Learning Independence Again
With time, physical therapy, and support from family and peers, David slowly rebuilt his independence. It took about two years before he felt truly confident maneuvering his chair on his own. For him, that wasn’t just physical progress. That was getting a piece of himself back. Independence became emotional. It became identity.
Returning to Sports and Becoming the One Who Stays
Eventually, David returned to sports through adaptive programs. Wheelchair basketball brought him back to something familiar: the grind of practice, the competitiveness, the feeling of being part of a team again. He says what surprised him most was that the drive didn’t disappear after the accident. The love of movement didn’t disappear. It just had a different form.
Over time, he noticed new players showing up who were still in the early stage still adjusting, still angry, still unsure. Without planning it, David started helping. Sometimes it was gear. Sometimes it was tips. A lot of the time it was just listening and telling the truth about how hard the beginning is.
Mentorship didn’t start as a goal. It became something he grew into because he knew what it felt like to be at the bottom of that learning curve.
About ten years have passed since those early hospital days. Reggie has since passed away, and Billy moved out of state, but David still credits them as part of the turning point even if he rejected it at first. He also still has close friends from before the accident and friendships he built after. He says the conversations shifted more reflection, more “remember when,” more learning each other through the change but the bonds stayed.
Outside of sports, David spends time gardening and growing chilies. It keeps him grounded, he says. It gives him something steady that isn’t measured in wins, speed, or progress.
Continuing the Journey: Las Vegas Raiders Wheelchair League
For the last two years, David has competed with the Las Vegas Raiders Wheelchair League. He describes it as more than a team competitive, disciplined, and real community. There are moments when the team gets opportunities to spend time around NFL players, something David appreciates not for attention, but for what it represents: visibility, respect, and proof of what adaptive athletes can do when people take them seriously.

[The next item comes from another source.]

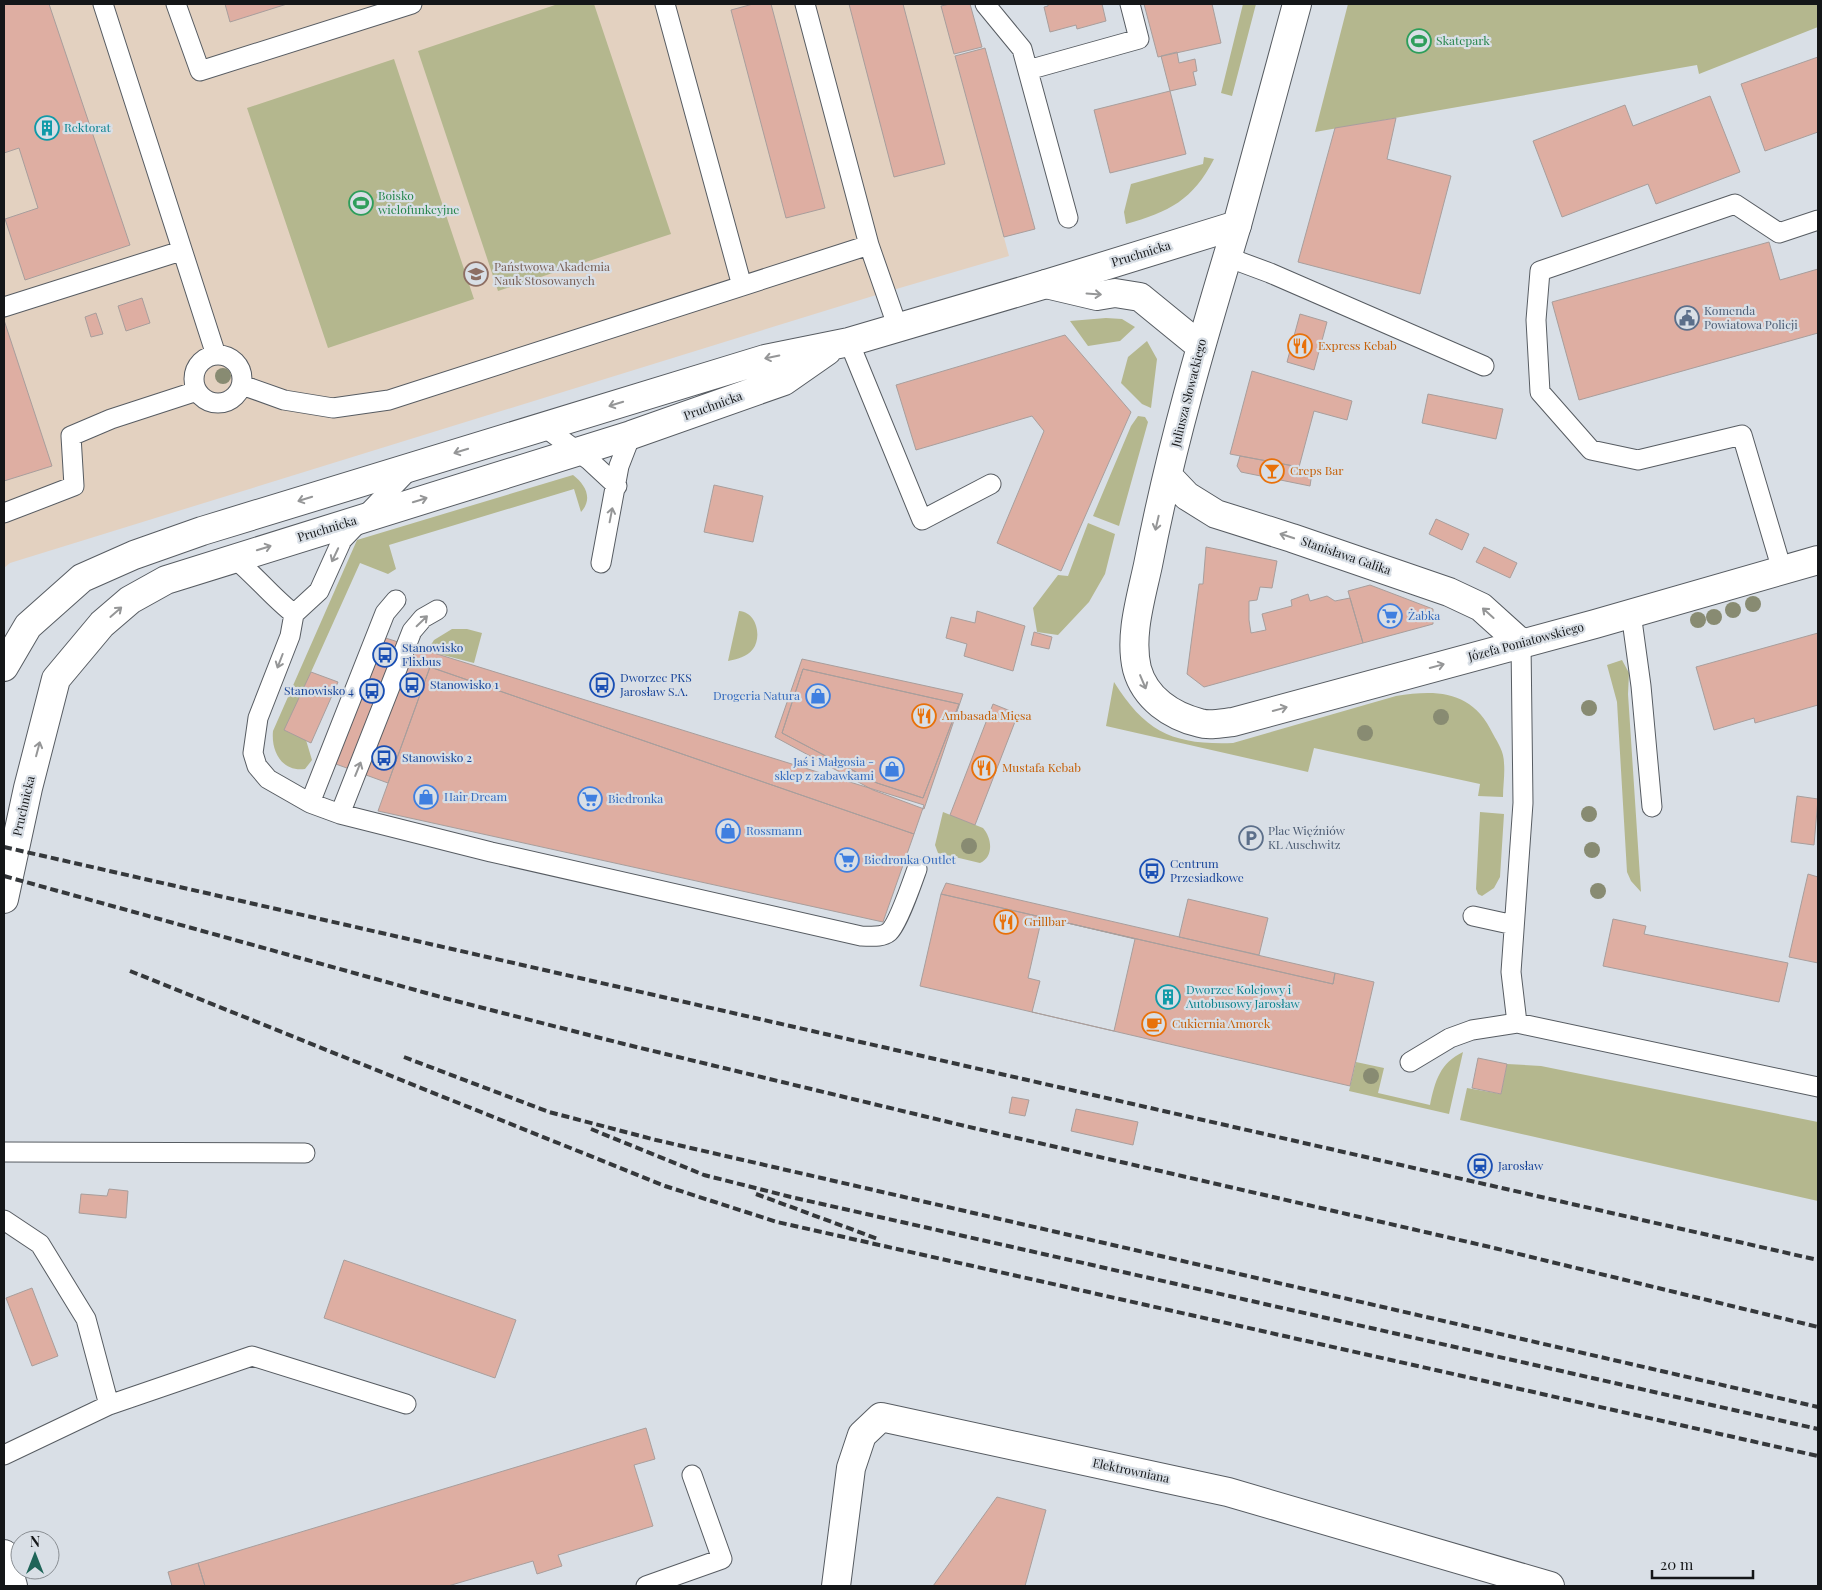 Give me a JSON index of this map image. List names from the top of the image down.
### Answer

For David, representing the Raiders is also personal. It’s showing up as who he is an athlete, a mentor, and a man carrying Yaqui, Yupik, Chukchi, German, and European roots without having to shrink any part of himself.
Why He Shares His Story
David shares his story with Indian Voices for the people who are where he once was angry, embarrassed, overwhelmed, or convinced life is over because it looks different now. He wants them to know it’s normal to reject help at first. It’s normal to be furious. It’s normal to grieve.
He also wants people to understand that survival doesn’t always look dramatic. Sometimes it looks like a family keeping heritage quiet so they can stay safe. Sometimes it looks like a teenager learning how to push a wheelchair down a hallway without help. Sometimes it looks like you show up to practice, again & again, until you feel like yourself.
David Brown honors the resilience of his ancestors and carries it forward in his own way through sport, through community, and through being willing to speak plainly about what the hardest parts really felt like. His journey is proof that identity and passion can survive a life-altering moment and that the road back, while not easy, is possible when you don’t walk it alone.